Let me dispense with what I didn’t like. If you read Walter Isaacson’s authorized biography, Steve Jobs, you may have concluded Steve was a brilliant but high functioning sociopath who achieved his goals at all costs to those around him. While I didn’t expect Becoming Steve Jobs to retread old ground, I was surprised it made almost no attempt to acknowledge this side of his personality until the last chapter. Instead Schlender provides stories of Steve helping a stranger whose car broke down outside his house, crying with Ed Catmull and John Lasseter before announcing the Pixar acquisition, almost being late to the famous Stanford commencement address, and of turning down Tim Cook’s offer in his last months for a live liver transplant. Don’t get me wrong: these were all great stories that really showed a human side lost in the Isaacson book - but the near absence of the “bad Steve” made you almost doubt at times the motivations of the author.

Now for what I liked. I really enjoyed the stories of Steve’s journey from being fired from Apple to the acquisition of NeXT. The story behind the Fortune interview with Bill Gates and Steve Jobs was particularly compelling, with its stark contrast between the two industry luminaries meeting at Steve’s Palo Alto house during the era of Microsoft’s hegemony. And let’s be honest, who doesn’t like reading about the tactical decisions that went into taking Apple from near bankruptcy to world domination?

So what are my take aways from this book?

1: The Importance of Fearing Failure

At some point in the decade between Apple tours, Steve went from a Silicon Valley icon to a has-been. The narrative reveals his increasing desperation as success eluded him and the Dotcom boom passed him by. While he set out at NeXT to get revenge on Apple, at some point in this journey he had risked so much that failure was no longer an option. In Steve’s own words: “I’m convinced that about half of what separates the successful entrepreneurs from the non-successful ones is pure perseverance.” Sometimes when failure is no longer an option, there is nothing left to do but succeed.

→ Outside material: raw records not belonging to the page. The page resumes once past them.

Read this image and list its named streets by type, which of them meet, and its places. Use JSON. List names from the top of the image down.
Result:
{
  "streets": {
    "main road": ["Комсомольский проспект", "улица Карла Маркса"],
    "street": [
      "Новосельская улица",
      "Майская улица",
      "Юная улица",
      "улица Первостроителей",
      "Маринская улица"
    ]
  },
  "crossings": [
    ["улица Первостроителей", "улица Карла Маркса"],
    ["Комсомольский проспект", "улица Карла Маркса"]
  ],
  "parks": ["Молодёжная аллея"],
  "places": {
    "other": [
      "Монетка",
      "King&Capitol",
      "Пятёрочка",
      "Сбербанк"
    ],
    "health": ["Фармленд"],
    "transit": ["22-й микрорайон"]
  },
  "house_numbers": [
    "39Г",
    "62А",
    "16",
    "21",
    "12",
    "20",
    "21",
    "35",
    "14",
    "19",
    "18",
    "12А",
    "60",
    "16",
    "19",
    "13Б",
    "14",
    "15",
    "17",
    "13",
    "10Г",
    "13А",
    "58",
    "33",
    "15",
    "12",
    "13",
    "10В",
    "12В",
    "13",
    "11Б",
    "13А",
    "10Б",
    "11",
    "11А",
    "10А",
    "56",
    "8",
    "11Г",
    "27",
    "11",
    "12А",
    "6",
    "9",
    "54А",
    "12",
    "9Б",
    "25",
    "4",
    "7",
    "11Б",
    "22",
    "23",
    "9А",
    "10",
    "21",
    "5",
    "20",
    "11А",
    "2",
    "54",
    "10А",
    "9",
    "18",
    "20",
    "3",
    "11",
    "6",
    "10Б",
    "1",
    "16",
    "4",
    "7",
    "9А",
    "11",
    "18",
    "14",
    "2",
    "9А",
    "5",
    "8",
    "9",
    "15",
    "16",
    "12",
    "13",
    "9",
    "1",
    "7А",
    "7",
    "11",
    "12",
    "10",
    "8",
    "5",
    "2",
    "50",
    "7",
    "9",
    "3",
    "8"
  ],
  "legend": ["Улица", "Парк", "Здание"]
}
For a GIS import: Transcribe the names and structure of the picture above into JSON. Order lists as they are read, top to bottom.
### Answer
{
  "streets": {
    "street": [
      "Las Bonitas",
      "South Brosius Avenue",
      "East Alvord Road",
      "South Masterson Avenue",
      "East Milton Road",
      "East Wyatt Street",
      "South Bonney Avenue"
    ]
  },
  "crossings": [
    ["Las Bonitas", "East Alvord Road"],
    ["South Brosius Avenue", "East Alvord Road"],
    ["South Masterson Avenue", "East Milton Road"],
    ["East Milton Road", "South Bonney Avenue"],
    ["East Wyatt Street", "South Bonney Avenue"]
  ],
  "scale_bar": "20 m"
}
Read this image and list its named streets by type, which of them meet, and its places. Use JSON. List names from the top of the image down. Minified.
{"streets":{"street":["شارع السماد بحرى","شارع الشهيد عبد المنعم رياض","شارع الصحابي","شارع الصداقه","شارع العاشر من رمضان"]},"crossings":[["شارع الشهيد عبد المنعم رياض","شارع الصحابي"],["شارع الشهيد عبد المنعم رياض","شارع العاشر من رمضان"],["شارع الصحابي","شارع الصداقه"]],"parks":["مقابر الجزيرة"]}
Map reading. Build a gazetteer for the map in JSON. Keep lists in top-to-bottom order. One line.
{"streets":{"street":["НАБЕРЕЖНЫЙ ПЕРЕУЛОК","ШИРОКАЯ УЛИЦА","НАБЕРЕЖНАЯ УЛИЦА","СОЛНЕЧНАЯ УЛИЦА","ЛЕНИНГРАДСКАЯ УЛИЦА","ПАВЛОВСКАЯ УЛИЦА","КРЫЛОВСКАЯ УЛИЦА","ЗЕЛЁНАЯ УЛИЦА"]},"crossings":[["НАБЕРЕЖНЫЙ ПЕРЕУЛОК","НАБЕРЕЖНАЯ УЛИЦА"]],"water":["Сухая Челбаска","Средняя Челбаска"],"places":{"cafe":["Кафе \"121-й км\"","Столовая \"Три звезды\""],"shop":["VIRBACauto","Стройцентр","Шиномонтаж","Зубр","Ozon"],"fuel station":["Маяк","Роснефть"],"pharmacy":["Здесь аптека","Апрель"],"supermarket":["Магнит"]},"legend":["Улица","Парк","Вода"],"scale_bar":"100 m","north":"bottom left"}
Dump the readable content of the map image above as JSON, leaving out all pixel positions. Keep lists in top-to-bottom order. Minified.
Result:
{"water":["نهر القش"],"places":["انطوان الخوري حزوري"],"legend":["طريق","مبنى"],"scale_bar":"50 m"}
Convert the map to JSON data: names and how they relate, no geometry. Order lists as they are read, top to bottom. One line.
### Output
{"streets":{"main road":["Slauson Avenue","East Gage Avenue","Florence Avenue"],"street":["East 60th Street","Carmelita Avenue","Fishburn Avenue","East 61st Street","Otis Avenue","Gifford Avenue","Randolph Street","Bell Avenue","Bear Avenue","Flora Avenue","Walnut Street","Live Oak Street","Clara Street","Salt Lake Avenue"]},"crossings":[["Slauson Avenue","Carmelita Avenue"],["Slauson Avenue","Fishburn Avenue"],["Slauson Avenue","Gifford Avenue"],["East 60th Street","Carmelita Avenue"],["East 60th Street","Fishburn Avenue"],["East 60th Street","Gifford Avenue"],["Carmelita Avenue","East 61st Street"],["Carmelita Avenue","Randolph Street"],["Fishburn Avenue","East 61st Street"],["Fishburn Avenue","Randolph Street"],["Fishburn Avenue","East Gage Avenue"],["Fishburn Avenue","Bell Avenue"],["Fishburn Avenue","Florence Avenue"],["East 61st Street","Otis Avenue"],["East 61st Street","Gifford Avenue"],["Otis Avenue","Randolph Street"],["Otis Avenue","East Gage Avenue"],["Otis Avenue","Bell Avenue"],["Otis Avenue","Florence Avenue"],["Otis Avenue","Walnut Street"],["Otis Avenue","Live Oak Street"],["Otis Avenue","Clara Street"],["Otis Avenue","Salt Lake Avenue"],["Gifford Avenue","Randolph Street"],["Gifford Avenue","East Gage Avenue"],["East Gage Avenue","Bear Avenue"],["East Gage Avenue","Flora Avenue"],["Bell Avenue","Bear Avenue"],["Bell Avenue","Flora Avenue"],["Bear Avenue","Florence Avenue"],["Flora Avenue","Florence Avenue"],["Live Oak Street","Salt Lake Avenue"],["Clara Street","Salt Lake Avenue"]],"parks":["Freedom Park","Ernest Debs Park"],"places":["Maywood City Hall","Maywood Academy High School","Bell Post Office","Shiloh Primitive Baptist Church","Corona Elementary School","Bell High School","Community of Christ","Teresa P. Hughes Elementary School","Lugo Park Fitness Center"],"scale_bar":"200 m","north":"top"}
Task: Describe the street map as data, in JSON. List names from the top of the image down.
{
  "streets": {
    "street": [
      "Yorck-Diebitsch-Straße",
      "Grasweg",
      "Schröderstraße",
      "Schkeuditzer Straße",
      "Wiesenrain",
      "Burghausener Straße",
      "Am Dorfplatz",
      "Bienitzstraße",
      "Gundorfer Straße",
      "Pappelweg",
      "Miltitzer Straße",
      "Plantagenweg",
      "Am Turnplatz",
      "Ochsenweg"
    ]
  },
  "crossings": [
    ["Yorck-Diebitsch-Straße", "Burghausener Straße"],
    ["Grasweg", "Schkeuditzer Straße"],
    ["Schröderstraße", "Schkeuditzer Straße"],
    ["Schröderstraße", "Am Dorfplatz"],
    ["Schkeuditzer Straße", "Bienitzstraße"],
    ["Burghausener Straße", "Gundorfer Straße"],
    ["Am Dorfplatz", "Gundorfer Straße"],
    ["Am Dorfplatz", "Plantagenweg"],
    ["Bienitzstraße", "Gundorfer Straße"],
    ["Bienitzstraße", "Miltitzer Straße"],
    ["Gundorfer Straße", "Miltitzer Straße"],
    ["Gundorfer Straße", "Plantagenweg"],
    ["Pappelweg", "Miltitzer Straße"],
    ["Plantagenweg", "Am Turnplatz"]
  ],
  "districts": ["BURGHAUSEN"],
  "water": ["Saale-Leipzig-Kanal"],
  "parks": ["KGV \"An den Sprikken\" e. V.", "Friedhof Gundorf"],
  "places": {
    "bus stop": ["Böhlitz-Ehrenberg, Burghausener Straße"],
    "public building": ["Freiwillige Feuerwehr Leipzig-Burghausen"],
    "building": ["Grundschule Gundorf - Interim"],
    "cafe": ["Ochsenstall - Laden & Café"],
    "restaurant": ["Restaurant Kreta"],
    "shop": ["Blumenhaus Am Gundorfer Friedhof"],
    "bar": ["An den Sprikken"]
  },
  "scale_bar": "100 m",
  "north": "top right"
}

2: The Evolutionary Can Be Revolutionary

One of the more surprising revelations not covered in Isaacson’s biography was Steve’s admission years later that had he focused on the Apple III (the incremental product) instead of the Lisa and Mac (the disruptive products), he might have prevented the future dominance of the IBM PC. Steve learned over the years to temper his natural tendency to make all or nothing gambles on disruptive technologies, and instead invested in the incremental. Schlender shows that while with hindsight his second tour at Apple was revolutionary, each step was driven by measured and incremental investments. Sometimes the rapid execution of the evolutionary in a tight feedback loop can be revolutionary.

3: The Importance of an Agile Organization

Steve founded NeXT to deliver a workstation computer to higher education; when NeXT was acquired in 1996, it made a Unix operating system and web development software. When Steve invested in Pixar, it was to make a computer that could support animation studios; when Pixar was acquired by Disney in 2006, it was a producer of animated movies. Steve’s journey proves that it’s possible to make mistakes in building a business provided you have surrounded yourself with an organization capable of adapting to change.

4: Do What You Know

Steve was known at Apple for having an uncanny sense of the market. He recognized Apple could grab a share in the emerging digital music industry through an online store integrated with the Mac; he intuited Apple could win with a better mousetrap (iPod) even though they were very late to the digital music market; he knew the iPhone had a much greater chance of success even though the iPad was much further along in development. All the intuition that seemed to work for him at Apple though, had eluded him for years at NeXT and Pixar. The difference: Steve knew how to build great products for consumers - but he didn’t know how to build workstations for educational institutions and/or an animation business.

Last Thoughts

The real value of Becoming Steve Jobs is not in its portrayal of a more “real Steve" - but in its reminding us that he was also an entrepreneur who struggled, took risks, failed, persevered, and continually evolved. We can admire and respect the accomplishments of Steve Jobs the great business leader - but we can really learn from Steve Jobs the entrepreneur.